Remark: In addition to mlockall, Linux also provides the mlock syscall, which allows you to lock only specific memory regions or pages instead of the entire process. This is useful when you only need to protect small, sensitive areas of memory while leaving the rest swappable.

5.When Should We Disable Swapping?

The performance gap between RAM and disk is huge. Accessing RAM takes nanoseconds, while fetching from swap space may take microseconds or even milliseconds. A few page faults might go unnoticed, but heavy swapping can cause noticeable pauses, higher latency, or in extreme cases, thrashing, where the system spends more time shuffling data between RAM and disk than actually running applications. Not all memory is equal in this process: file-backed pages, such as code or cached files, can be dropped and reloaded later, while anonymous pages from a program’s heap or stack must be written to swap space, making them more costly to evict.

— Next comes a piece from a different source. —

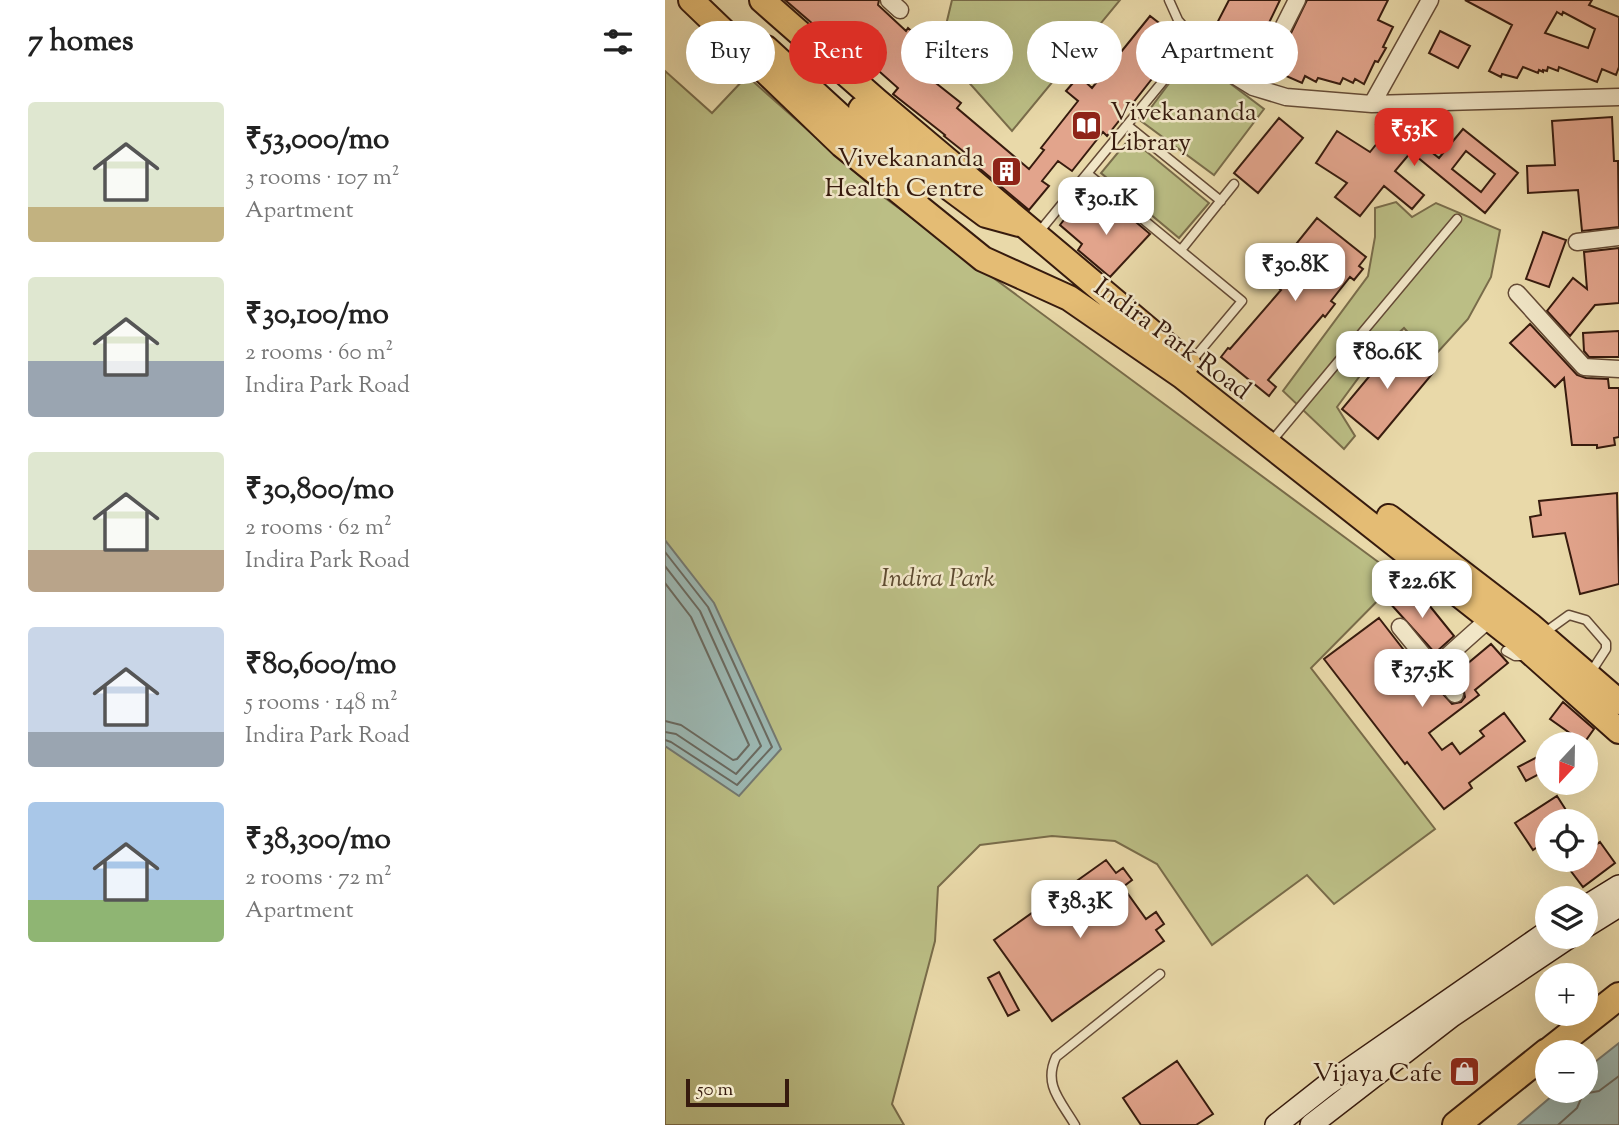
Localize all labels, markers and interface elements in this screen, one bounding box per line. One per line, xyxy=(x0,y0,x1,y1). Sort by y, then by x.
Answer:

In embedded systems, swapping is often unacceptable. Many embedded devices are designed to handle deterministic tasks, where operations must be completed within strict time limits. A controller that regulates engine timing, or an industrial safety system cannot tolerate unpredictable delays caused by waiting for swapped-out memory pages. In such environments, reliability is more important than maximizing memory usage, so these systems are typically built without swap space at all, or with swap explicitly disabled. By forcing everything to stay in RAM, developers can guarantee consistent response times and ensure that critical tasks always meet their deadlines.

6.Conclusion:

Swapping is a powerful mechanism that allows modern systems to run programs larger than the available physical memory, but it comes with serious performance costs. By proving swapping in practice and then disabling it with tools like mlockall, we can ensure that critical processes remain fully in RAM. In general-purpose systems, swap is a safety net, but in environments where deterministic response times are essential disabling swap is often the only safe option.